Slow motion is better than no motion (that’s what she said) and that’s what NFL and NFL players union are banking on by allowing Federal mediation as a possible means of settling their labour dispute.
The Federal Mediation and Conciliation Service announced today that the NFL and NFL’s player union had agreed to allow the agency to be involved in the negotiations. But don’t expect to hear any details from the agency about the proceedings.
George H. Cohen, the agency’s director was quoted in the Washington Post, saying
“I have had separate, informal discussions with the key representatives of the National Football League and the National Football League Players Association during the course of their negotiations for a successor collective bargaining agreement,” Cohen said in a written statement. “At the invitation of the FMCS, and with the agreement of both parties, the ongoing negotiations will now be conducted under my auspices in Washington, D.C., commencing Friday, February 18…Due to the extreme sensitivity of these negotiations and consistent with the FMCS’s long-standing practice, the Agency will refrain from any public comment concerning the future schedule and/or the status of those negotiations until further notice.”

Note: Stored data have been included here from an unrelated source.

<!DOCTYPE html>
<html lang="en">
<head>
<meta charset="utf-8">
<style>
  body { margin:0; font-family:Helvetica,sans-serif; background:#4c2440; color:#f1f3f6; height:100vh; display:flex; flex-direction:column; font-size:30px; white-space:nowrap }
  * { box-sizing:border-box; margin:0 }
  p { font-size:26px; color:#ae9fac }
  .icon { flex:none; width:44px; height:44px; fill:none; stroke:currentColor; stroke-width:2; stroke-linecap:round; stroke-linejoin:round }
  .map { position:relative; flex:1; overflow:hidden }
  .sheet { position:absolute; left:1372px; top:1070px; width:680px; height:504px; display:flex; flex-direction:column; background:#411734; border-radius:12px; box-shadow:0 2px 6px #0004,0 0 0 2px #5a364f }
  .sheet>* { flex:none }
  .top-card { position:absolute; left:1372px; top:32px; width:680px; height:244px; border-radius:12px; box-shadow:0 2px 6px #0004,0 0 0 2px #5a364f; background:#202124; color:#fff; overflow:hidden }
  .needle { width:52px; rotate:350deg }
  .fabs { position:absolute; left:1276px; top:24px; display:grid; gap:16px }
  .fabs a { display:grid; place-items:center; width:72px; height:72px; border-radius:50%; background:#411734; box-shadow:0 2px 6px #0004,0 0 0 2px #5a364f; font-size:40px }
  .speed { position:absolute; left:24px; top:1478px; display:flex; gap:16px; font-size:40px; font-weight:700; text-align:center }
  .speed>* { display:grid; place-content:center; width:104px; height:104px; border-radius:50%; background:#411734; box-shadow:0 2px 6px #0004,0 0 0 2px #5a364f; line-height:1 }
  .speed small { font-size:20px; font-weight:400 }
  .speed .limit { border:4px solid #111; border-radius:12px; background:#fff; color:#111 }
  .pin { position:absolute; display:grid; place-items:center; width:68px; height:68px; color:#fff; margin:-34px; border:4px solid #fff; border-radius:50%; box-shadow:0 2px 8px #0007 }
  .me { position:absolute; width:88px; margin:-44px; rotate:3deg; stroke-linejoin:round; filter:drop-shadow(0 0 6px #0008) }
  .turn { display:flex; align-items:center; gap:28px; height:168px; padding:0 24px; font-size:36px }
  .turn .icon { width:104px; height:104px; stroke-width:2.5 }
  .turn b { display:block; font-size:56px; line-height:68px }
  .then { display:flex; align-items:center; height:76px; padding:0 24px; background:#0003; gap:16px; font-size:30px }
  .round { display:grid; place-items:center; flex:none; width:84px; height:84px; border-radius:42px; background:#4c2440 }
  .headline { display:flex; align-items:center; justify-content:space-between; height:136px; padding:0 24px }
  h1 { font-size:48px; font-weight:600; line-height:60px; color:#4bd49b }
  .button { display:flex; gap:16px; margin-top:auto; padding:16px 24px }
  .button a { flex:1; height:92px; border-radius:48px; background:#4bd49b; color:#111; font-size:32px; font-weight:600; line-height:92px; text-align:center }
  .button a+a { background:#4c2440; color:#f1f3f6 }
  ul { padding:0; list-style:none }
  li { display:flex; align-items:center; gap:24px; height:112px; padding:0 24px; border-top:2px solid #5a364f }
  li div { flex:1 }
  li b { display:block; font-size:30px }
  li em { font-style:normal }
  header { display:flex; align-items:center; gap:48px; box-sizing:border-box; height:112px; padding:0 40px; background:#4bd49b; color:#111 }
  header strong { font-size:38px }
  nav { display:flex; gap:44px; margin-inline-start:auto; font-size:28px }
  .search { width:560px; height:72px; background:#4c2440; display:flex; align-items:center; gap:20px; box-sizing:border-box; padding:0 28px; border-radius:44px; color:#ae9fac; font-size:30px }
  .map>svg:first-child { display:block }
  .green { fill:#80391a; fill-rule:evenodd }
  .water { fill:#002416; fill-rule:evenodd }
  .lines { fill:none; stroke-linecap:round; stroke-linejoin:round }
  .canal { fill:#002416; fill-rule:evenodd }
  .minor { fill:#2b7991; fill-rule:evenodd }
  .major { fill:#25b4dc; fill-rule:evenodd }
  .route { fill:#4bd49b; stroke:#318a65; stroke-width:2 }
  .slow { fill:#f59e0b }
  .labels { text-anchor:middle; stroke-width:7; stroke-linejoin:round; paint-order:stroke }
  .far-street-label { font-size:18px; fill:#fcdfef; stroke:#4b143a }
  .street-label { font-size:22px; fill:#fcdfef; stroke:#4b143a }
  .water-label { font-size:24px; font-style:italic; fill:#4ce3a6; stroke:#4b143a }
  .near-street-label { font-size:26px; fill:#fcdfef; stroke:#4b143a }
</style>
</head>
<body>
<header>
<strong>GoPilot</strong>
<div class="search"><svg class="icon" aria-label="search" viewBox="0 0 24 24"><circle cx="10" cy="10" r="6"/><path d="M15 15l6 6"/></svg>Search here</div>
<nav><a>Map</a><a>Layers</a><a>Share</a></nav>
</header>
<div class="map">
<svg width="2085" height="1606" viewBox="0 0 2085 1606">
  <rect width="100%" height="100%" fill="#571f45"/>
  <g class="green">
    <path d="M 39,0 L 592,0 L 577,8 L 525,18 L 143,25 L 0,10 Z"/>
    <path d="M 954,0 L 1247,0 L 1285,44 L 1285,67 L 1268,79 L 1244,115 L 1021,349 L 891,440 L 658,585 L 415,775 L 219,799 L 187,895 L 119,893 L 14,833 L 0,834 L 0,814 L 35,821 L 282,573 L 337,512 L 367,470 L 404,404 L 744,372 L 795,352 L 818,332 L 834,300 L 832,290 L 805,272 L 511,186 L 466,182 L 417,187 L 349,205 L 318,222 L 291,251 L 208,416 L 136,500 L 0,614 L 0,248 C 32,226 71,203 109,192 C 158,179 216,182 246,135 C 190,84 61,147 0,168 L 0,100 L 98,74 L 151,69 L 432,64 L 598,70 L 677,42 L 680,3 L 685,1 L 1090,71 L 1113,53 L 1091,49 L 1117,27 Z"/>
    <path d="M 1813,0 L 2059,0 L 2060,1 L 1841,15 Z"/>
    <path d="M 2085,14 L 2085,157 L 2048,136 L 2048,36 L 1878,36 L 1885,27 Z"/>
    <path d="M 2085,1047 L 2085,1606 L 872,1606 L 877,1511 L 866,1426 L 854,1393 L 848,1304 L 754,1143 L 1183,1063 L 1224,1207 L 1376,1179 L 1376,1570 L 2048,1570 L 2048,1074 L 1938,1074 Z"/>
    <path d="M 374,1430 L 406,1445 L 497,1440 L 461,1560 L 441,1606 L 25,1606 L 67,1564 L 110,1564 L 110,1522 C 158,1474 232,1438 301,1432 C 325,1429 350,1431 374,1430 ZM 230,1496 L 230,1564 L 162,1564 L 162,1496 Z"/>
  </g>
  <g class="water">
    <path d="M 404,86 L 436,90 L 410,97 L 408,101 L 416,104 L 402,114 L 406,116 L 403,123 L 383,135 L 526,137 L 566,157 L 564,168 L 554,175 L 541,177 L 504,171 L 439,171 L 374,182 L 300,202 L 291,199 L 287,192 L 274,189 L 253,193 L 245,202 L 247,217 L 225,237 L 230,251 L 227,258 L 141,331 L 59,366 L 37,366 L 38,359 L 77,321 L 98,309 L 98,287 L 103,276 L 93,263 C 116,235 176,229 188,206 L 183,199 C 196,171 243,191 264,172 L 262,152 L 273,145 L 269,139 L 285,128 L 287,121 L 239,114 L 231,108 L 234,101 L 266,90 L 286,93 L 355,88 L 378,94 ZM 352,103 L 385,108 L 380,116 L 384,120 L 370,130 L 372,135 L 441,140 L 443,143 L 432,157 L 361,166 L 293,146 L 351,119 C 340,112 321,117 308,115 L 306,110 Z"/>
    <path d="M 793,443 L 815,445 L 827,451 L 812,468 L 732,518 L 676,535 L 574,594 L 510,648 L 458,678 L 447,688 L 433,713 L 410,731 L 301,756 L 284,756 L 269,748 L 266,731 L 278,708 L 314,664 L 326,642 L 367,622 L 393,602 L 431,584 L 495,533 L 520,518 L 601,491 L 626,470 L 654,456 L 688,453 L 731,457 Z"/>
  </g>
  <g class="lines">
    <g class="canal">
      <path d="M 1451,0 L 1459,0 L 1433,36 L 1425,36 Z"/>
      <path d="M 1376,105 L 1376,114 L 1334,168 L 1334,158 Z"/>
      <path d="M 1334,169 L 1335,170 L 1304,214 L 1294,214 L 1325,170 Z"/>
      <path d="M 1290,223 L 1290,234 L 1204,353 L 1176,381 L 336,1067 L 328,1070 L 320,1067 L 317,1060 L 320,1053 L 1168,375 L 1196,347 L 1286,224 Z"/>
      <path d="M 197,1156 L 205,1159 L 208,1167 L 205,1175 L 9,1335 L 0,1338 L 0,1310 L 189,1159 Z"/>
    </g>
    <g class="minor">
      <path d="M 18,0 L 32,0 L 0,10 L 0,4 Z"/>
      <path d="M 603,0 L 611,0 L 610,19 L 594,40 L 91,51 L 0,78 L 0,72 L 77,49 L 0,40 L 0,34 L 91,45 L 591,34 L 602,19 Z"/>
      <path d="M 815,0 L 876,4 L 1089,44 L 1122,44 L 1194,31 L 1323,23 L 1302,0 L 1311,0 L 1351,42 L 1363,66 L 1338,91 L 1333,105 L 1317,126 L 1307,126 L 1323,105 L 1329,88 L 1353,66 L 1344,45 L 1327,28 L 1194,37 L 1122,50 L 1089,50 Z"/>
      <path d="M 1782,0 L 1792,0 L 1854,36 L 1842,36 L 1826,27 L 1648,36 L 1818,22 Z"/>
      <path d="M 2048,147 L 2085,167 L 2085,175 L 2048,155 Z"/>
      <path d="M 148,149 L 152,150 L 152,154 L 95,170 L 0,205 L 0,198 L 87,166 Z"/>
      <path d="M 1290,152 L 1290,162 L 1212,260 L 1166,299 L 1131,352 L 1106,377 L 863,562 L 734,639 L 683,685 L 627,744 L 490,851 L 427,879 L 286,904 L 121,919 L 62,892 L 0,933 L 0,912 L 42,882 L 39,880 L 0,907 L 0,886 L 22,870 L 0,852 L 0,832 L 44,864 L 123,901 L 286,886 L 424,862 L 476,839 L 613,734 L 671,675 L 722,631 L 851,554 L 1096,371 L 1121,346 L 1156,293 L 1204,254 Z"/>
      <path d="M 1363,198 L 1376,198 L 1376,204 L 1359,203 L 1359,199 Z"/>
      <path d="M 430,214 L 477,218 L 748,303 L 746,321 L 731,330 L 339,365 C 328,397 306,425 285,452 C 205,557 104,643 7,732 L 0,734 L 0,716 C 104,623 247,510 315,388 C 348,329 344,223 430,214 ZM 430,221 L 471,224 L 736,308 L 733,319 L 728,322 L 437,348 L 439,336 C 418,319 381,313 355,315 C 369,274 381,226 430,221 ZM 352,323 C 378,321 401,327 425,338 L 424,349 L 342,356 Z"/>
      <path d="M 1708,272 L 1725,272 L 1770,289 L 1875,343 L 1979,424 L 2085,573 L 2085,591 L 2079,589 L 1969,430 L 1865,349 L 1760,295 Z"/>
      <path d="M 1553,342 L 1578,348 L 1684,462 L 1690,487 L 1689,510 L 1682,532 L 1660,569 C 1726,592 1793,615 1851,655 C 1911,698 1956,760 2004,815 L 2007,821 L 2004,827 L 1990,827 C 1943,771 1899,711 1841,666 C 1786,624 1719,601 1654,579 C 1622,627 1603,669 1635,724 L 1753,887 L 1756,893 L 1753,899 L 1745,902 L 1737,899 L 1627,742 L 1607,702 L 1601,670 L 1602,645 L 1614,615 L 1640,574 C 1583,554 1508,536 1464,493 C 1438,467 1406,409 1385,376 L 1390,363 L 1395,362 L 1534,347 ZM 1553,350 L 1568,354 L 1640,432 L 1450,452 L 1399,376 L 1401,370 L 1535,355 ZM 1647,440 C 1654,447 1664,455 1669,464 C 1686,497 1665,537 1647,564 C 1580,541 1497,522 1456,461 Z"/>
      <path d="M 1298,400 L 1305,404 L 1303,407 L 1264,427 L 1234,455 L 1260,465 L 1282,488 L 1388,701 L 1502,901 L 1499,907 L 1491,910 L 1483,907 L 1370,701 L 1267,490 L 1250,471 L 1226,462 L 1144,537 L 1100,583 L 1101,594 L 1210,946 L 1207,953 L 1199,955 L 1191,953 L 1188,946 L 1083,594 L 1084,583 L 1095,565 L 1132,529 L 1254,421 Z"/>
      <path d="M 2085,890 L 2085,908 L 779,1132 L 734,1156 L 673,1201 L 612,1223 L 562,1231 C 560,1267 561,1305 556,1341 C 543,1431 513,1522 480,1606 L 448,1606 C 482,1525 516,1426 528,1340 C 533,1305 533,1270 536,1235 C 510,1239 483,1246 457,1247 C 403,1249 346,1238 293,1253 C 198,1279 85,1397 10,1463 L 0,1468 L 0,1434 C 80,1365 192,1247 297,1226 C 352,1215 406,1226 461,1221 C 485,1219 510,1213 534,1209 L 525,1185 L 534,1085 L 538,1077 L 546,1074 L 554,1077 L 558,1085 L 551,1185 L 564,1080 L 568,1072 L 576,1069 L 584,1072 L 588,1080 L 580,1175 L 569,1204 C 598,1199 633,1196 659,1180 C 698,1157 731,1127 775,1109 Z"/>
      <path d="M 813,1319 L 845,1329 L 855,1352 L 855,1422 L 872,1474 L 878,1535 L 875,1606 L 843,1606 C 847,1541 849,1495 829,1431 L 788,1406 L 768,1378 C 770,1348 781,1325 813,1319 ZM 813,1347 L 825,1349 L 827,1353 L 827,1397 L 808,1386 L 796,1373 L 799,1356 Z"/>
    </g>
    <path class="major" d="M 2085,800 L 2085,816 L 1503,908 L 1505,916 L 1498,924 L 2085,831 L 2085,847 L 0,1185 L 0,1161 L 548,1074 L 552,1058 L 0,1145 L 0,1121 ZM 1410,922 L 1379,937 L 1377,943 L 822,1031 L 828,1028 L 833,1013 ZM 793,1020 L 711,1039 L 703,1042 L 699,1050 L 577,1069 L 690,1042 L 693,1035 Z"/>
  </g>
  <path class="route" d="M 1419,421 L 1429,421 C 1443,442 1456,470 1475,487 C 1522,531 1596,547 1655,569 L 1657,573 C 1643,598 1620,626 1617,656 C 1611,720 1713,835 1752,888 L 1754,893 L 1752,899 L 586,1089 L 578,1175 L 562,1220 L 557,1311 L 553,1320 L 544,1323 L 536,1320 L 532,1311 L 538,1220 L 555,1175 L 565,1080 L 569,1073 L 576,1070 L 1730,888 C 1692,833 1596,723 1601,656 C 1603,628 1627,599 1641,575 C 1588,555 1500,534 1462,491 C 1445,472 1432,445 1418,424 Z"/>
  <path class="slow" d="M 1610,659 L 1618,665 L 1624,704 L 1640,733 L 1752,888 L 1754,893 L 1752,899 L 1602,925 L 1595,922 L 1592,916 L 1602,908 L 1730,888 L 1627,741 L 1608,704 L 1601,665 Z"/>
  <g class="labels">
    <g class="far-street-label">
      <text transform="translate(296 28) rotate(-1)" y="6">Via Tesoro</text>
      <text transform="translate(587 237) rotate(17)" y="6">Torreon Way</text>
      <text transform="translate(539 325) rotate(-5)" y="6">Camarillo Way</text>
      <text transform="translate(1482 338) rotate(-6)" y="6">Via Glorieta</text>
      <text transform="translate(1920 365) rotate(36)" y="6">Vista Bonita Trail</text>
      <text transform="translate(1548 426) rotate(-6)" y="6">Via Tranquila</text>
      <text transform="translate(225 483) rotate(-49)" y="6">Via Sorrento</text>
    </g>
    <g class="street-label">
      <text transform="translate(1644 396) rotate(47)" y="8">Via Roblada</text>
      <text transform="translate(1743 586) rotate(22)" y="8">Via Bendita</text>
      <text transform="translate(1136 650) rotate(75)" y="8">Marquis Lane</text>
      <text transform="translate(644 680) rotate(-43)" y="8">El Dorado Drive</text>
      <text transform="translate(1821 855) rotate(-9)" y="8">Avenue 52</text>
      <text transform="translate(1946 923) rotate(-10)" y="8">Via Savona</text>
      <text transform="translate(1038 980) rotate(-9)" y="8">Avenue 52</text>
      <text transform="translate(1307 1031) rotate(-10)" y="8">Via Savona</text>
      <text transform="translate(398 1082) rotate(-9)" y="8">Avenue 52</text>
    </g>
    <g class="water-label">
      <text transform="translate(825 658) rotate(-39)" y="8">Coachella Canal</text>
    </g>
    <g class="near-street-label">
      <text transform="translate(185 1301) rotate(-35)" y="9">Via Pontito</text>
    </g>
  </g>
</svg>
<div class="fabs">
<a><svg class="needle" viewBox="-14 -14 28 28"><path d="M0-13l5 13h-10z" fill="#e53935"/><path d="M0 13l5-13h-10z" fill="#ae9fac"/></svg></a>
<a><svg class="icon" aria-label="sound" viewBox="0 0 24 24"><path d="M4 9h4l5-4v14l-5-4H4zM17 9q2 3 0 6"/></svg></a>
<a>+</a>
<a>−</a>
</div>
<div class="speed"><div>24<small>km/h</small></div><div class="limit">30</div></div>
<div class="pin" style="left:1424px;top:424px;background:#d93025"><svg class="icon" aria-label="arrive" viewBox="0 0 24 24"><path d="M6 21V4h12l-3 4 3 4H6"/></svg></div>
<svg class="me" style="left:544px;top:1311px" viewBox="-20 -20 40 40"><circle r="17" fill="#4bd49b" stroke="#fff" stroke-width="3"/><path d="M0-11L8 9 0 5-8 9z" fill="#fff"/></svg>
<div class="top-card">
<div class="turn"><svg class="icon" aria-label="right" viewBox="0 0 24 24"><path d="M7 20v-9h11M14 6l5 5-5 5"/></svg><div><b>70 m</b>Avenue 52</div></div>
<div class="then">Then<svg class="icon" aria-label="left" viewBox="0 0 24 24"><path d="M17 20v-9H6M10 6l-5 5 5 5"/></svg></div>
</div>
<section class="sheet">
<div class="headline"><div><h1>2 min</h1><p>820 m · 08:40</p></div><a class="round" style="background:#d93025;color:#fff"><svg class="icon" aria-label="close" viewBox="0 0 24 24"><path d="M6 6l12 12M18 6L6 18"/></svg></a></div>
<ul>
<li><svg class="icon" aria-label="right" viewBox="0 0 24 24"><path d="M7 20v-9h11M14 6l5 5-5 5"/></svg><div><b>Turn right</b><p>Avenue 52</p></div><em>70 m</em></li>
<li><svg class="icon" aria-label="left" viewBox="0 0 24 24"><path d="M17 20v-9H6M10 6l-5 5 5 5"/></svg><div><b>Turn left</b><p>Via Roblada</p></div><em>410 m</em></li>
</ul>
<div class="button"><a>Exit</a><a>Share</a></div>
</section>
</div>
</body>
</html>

With the March “almost midnight” on the 3rd, deadline quickly approaching to hammer out a new CBA, this is probably the best-case scenario for both sides, particularly the players. The Federal Mediation and Conciliation Service is a federal agency created in 1947 to promote cooperative labor resolutions, and cooperating isn’t exactly an activity the owners and players are the best at doing.
Just earlier this week, the NFL filed a grievance to the National Labour Relations Board, claiming the union was refusing to bargain in good faith. And back and forth it has gone as both sides definitely don’t trust each other. To put it plainly, there’s going to be a lot of bad blood and hurdles to cross for the Federal Mediator in dealing with both parties.
Of course, the gambling industry will be keeping a close eye on how these proceedings play out. Obviously, just as much as the fans would hate a lockout, bettors would hate one even more, which means the gaming industry needs an NFL lockout like we all need wooden legs and holes in our heads.